=== Task brief ===
Please reproduce all of the data below exactly, leaving each picture out.

=== Exercise data ===

#####

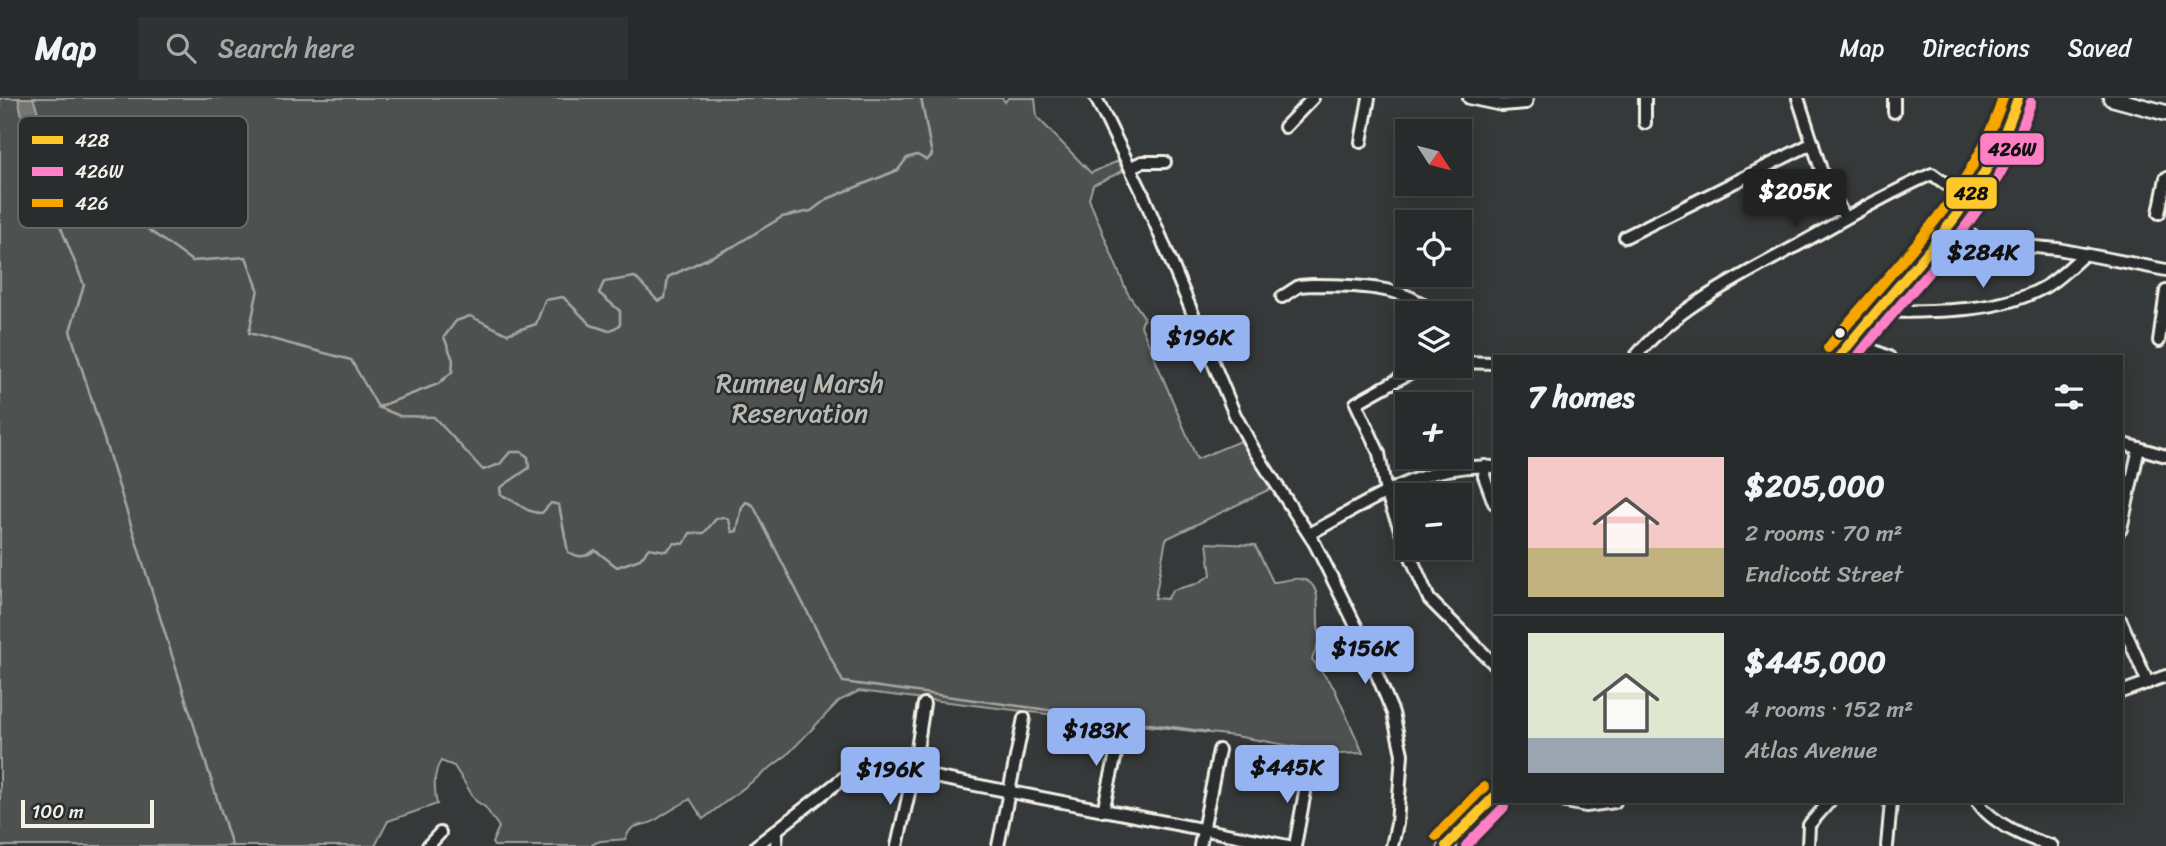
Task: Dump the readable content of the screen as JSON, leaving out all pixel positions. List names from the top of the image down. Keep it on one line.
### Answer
{"parks":["Rumney Marsh Reservation"],"lines":["transit line 428","transit line 426","transit line 426W"],"legend":["428","426W","426"],"scale_bar":"100 m","north":"bottom right","page":{"header":"Map","search":"Search here","nav":["Map","Directions","Saved"],"map_buttons":["+","−"],"price":["$205K","$284K","$196K","$156K","$183K","$445K","$196K"],"heading":"7 homes","list":[{"name":"$205,000","note":"2 rooms · 70 m² · Endicott Street"},{"name":"$445,000","note":"4 rooms · 152 m² · Atlas Avenue"}],"scale":"100 m"}}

#####

=== Completed exercise ===
Task: Dump the readable content of the screen as JSON, leaving out all pixel positions. List names from the top of the image down. Keep it on one line.
### Answer
{"parks":["Rumney Marsh Reservation"],"lines":["transit line 428","transit line 426","transit line 426W"],"legend":["428","426W","426"],"scale_bar":"100 m","north":"bottom right","page":{"header":"Map","search":"Search here","nav":["Map","Directions","Saved"],"map_buttons":["+","−"],"price":["$205K","$284K","$196K","$156K","$183K","$445K","$196K"],"heading":"7 homes","list":[{"name":"$205,000","note":"2 rooms · 70 m² · Endicott Street"},{"name":"$445,000","note":"4 rooms · 152 m² · Atlas Avenue"}],"scale":"100 m"}}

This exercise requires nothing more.